Common clinical questions about TRUDHESA vs AKBETA, answered by our medical review team.
TRUDHESA is a Antimigraine (Ergot Alkaloid) that works by TRUDHESA is a fixed-dose combination of sumatriptan (a serotonin 5-HT1B/1D receptor agonist) and naproxen sodium (a nonsteroidal anti-inflammatory drug). Sumatriptan causes vasoconstriction of intracranial blood vessels and inhibits the release of pro-inflammatory neuropeptides, while naproxen inhibits cyclooxygenase enzymes (COX-1 and COX-2), reducing prostaglandin synthesis.. AKBETA is a Beta Blocker (Ophthalmic) that works by AKBETA is not a recognized drug; please verify the drug name.. They differ in pharmacokinetic profiles, FDA-approved indications, and side effect profiles.

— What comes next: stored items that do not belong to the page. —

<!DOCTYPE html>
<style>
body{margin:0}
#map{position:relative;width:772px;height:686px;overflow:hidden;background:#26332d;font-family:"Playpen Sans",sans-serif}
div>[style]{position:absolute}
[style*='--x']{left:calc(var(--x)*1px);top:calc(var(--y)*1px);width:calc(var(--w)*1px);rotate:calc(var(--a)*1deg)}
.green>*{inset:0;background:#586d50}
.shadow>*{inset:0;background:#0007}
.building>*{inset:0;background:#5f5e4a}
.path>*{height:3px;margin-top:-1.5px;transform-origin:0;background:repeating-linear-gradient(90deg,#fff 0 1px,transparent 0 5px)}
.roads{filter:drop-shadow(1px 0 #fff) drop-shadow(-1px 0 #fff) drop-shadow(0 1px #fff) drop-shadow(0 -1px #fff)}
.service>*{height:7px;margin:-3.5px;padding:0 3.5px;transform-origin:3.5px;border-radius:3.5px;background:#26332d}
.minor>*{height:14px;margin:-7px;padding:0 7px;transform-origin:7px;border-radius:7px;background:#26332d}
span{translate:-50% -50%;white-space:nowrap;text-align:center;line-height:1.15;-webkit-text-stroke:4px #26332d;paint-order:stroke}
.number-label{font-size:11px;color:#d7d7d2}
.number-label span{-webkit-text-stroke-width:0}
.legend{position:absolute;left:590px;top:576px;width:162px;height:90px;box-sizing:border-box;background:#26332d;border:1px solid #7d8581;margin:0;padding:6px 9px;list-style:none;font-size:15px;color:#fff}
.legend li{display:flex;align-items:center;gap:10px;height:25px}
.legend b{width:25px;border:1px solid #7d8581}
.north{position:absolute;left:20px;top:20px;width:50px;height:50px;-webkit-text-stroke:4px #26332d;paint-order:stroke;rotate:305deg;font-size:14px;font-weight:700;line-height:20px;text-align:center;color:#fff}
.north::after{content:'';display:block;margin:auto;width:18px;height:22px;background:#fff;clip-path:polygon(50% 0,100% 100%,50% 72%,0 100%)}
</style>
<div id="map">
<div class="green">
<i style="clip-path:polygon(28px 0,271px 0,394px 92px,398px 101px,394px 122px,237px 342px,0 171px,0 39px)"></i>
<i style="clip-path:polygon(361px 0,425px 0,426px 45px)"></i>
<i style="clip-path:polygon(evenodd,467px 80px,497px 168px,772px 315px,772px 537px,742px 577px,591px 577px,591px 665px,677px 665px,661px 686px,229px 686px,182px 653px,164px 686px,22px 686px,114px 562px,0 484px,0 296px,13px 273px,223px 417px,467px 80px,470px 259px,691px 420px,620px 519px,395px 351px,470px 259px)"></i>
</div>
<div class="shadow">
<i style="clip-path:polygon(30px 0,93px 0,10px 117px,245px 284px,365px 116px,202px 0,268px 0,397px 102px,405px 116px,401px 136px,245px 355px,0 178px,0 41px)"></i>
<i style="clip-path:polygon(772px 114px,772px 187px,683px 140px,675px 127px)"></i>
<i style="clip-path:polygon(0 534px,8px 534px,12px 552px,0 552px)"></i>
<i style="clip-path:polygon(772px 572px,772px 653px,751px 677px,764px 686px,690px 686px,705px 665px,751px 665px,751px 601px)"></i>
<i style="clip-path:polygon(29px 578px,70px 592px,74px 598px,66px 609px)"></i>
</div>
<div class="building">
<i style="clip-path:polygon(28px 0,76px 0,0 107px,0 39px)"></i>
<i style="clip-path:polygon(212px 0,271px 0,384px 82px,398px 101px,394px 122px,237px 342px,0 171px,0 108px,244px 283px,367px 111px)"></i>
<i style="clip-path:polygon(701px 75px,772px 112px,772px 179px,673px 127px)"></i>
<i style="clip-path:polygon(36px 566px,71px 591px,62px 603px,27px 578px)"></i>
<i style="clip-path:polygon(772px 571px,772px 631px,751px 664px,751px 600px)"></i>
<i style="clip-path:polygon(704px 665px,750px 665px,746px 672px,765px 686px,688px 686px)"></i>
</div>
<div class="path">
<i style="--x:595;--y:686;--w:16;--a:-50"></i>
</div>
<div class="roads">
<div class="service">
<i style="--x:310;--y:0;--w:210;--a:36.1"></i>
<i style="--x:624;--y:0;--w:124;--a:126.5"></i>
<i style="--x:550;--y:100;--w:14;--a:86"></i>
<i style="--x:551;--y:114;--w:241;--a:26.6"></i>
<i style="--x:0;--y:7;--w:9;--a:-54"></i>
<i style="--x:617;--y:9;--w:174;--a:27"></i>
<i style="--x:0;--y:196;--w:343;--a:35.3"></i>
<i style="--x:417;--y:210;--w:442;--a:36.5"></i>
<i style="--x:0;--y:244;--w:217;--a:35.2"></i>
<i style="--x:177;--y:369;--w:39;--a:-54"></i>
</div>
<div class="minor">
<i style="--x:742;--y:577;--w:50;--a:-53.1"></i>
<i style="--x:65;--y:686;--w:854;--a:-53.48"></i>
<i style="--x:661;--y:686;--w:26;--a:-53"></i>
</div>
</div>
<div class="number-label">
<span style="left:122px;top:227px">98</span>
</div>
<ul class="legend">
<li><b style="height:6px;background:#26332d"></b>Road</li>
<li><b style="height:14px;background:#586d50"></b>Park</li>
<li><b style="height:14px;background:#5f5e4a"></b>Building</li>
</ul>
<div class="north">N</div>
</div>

Potency comparisons between TRUDHESA and AKBETA depend on the specific clinical indication. These are agents from distinct pharmacological classes and are not directly interchangeable by dose. A physician or clinical pharmacist should guide any therapeutic switching decisions.
The standard adult dose of TRUDHESA is: 10 mg intranasally once, may repeat after 2 hours if needed; maximum 20 mg per 24 hours.. The standard adult dose of AKBETA is: Metoprolol tartrate: 50-100 mg orally twice daily; metoprolol succinate: 25-200 mg orally once daily.. Dosing should always be individualized based on indication, renal and hepatic function, age, and other patient factors.
No direct drug-drug interaction has been formally documented between TRUDHESA and AKBETA in current clinical databases. However, individual patient risk factors including other medications, organ function, and comorbidities should always be evaluated by a qualified healthcare provider.
The maternal-fetal safety profiles differ. TRUDHESA is classified as Category C. Trimester 1: Increased risk of congenital abnormalities, particularly neural tube defects, due to topiramate exposure. Trimester 3: Risk of transient neonatal hyperbilirubinemia an. AKBETA is classified as Category C. Pregnancy category D. First trimester: Associated with fetal bradycardia, hypoglycemia, and growth restriction; beta-blocker exposure increases risk of low birth weight. Second tri. Always consult a maternal-fetal medicine specialist before taking either drug during pregnancy or lactation.